▸ WORK TO COMPLETE:
For the data that follows, report how many lines contain the word "roads", and nothing else.

========

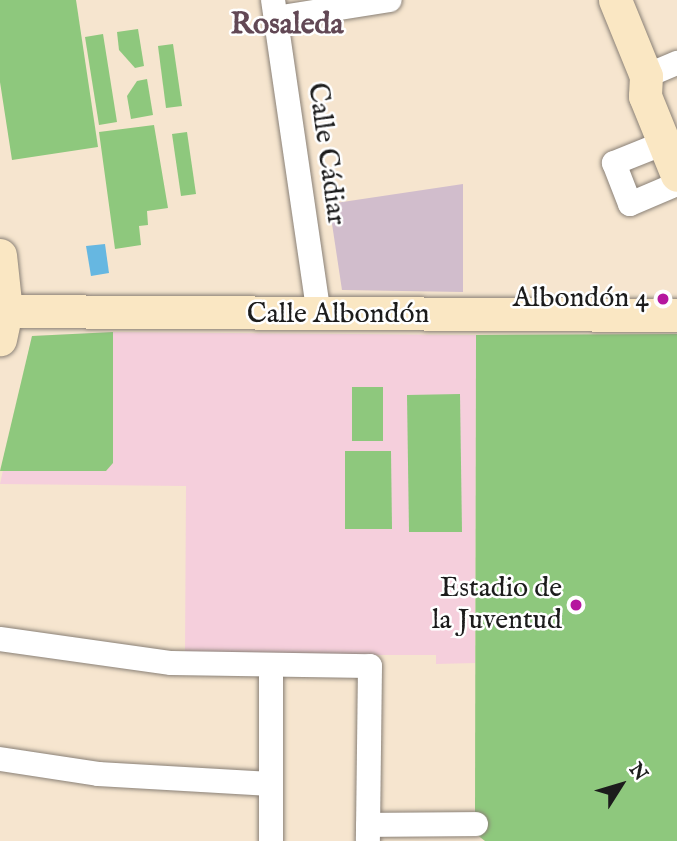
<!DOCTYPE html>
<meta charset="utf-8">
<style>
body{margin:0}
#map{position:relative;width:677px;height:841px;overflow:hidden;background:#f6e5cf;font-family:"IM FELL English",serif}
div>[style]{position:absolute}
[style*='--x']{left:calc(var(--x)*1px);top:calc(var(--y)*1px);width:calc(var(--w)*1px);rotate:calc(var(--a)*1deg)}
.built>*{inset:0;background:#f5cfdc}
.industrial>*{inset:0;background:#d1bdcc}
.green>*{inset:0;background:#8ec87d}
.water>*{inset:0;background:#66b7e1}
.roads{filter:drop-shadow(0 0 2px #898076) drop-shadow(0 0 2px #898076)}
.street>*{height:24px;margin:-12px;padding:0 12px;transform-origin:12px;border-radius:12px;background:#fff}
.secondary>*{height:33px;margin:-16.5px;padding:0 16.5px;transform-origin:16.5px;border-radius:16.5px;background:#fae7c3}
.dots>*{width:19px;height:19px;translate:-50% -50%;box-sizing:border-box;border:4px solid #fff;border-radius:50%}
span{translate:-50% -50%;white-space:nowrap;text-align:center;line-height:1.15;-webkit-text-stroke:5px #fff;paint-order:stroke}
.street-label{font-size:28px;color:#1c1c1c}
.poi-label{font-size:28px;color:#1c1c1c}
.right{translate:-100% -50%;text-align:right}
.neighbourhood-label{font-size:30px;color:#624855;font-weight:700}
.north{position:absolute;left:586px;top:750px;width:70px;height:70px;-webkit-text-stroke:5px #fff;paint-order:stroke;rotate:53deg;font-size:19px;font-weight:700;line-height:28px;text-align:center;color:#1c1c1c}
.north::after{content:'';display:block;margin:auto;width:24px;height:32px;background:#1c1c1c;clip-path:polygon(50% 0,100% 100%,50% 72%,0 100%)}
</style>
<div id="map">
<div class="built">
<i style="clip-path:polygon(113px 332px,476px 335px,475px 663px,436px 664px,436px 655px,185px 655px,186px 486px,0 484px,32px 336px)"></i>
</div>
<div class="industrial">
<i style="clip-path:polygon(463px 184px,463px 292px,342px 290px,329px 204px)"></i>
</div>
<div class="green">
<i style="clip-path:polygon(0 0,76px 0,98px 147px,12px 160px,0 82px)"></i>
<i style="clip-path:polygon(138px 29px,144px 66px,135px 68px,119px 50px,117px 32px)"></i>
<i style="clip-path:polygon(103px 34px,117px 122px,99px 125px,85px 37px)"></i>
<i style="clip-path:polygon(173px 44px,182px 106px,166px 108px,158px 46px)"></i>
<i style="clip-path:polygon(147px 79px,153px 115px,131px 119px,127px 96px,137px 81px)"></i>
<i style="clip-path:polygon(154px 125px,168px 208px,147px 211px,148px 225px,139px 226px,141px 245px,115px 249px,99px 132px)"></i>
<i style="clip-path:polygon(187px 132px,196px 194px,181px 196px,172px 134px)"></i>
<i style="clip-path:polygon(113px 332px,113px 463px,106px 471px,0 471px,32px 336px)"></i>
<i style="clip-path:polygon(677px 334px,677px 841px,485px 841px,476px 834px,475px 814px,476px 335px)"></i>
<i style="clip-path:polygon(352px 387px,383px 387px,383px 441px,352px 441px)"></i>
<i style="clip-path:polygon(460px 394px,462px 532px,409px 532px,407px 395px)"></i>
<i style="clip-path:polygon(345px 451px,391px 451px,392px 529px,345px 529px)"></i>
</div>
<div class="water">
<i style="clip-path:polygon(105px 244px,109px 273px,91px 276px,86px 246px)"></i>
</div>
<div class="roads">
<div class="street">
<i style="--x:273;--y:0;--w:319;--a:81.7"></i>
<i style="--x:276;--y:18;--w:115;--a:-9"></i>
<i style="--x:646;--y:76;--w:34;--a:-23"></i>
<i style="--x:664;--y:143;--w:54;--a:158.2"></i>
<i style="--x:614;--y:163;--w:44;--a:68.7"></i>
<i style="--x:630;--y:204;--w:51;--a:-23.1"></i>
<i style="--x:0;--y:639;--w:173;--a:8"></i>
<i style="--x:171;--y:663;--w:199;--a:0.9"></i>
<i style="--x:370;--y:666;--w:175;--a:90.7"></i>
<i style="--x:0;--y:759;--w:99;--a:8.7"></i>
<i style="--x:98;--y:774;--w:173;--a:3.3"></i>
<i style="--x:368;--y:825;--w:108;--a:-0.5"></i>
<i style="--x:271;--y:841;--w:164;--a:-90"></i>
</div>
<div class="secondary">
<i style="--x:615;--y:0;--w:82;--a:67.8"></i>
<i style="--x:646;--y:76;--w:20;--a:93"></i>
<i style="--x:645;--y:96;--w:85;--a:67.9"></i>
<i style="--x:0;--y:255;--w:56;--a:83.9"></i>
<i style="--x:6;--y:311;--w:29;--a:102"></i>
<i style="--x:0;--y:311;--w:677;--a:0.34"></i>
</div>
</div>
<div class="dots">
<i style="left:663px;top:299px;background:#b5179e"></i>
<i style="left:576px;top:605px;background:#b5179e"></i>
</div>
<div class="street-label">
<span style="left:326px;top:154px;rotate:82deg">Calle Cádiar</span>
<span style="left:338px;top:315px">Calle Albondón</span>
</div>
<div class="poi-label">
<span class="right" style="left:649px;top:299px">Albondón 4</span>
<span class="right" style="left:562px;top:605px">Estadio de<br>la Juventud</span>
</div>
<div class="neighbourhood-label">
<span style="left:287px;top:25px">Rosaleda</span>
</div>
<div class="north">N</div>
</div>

========

▸ OUTPUT:
2